BEGIN LISTED RECORDS
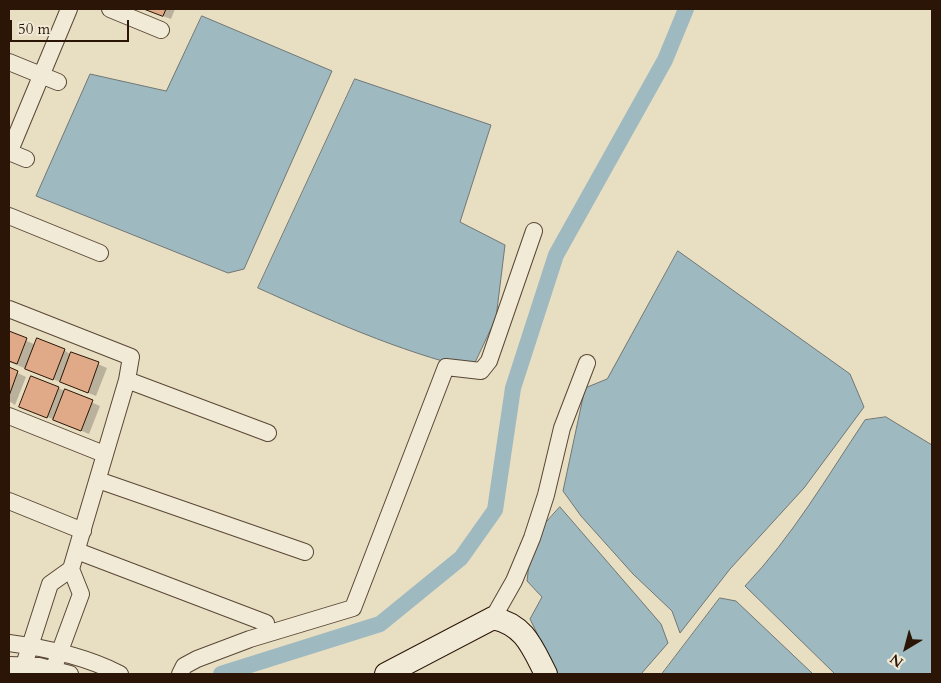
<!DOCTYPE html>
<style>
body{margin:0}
#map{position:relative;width:941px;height:683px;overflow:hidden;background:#e8dec2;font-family:Cardo,serif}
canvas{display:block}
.frame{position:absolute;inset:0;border:10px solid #2a1506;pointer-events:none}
.north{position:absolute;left:881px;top:623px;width:50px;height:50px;-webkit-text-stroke:4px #f0ead7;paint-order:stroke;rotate:217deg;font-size:14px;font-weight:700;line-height:20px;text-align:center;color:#2a1506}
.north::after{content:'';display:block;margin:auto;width:18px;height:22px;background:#2a1506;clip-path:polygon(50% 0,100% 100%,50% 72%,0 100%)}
.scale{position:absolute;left:10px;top:20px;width:119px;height:22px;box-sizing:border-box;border:2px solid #2a1506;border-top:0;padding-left:6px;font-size:15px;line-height:18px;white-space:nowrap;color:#2a1506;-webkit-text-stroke:4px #f0ead7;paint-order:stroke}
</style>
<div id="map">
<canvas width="941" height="683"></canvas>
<div class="frame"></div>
<div class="north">N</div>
<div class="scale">50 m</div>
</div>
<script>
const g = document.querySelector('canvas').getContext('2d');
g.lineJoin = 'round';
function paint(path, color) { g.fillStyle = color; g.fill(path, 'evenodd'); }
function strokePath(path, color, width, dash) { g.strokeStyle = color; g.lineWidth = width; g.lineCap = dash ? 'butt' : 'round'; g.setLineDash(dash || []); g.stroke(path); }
const water = new Path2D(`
 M202,16L332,71L244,269L228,273L36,196L90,74L166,91Z
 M355,79L491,125L460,222L505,245L496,318L472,369C398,351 327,319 258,288Z
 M678,251L850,374L864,407L804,488L730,569L680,633L672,611L633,574L581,516L563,491L585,388L607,379Z
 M886,417L932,445V674H835L745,586C792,537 827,477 865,420Z
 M560,507L661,624L668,643L641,674H557L530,619L542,597L527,581L532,538Z
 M720,598L736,601L813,674H662Z`);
paint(water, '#9eb9bf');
strokePath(water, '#707775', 1);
paint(new Path2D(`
 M143,9H175L171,19Z
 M9,333L36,345L64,350L71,355L72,353L107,368L96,396L9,362Z
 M9,369L26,377L15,405L9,401Z
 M58,388L100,406L89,434L21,406Z`), '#0003');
strokePath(new Path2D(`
 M221,674L380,624L461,558L495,510L513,388L556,255L665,60L686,9`), '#9eb9bf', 16);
const building = new Path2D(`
 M144,9H166L163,16Z
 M9,331L27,338L17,364L9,361Z
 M37,338L65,349L53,380L25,369Z
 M71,352L99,362L88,393L60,382Z
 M9,367L18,371L9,396Z
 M31,376L59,387L47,418L19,407Z
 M65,389L93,400L81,431L53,420Z`);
paint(building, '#e0aa89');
strokePath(building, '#2a1506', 1);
const street = new Path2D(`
 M110,9L161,30
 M9,62L58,82
 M9,152L26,159
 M9,153L69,9
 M9,216L100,253
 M9,309L131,357L127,380L71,569
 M127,380L268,433
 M9,416L104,454
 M98,480L305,552
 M9,501L83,531
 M77,551L266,623
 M493,618L514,581L532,538L546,495L562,428L587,363
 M9,643C47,648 85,656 120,674
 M9,665L39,666L70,674
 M24,665L50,584L71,569L81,594L53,670
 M180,674L184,666L197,659L250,639L353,608L446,367L481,371L489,361L534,231`);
const secondary = new Path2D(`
 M386,674L493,618C525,625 532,647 546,674`);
strokePath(street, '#5a4735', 18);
strokePath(secondary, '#2a1506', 24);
strokePath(street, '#f0ead7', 16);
strokePath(secondary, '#f0ead7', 22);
</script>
END LISTED RECORDS
Only the number should be given: how many lines in the entries above contain the string "canvas"?

3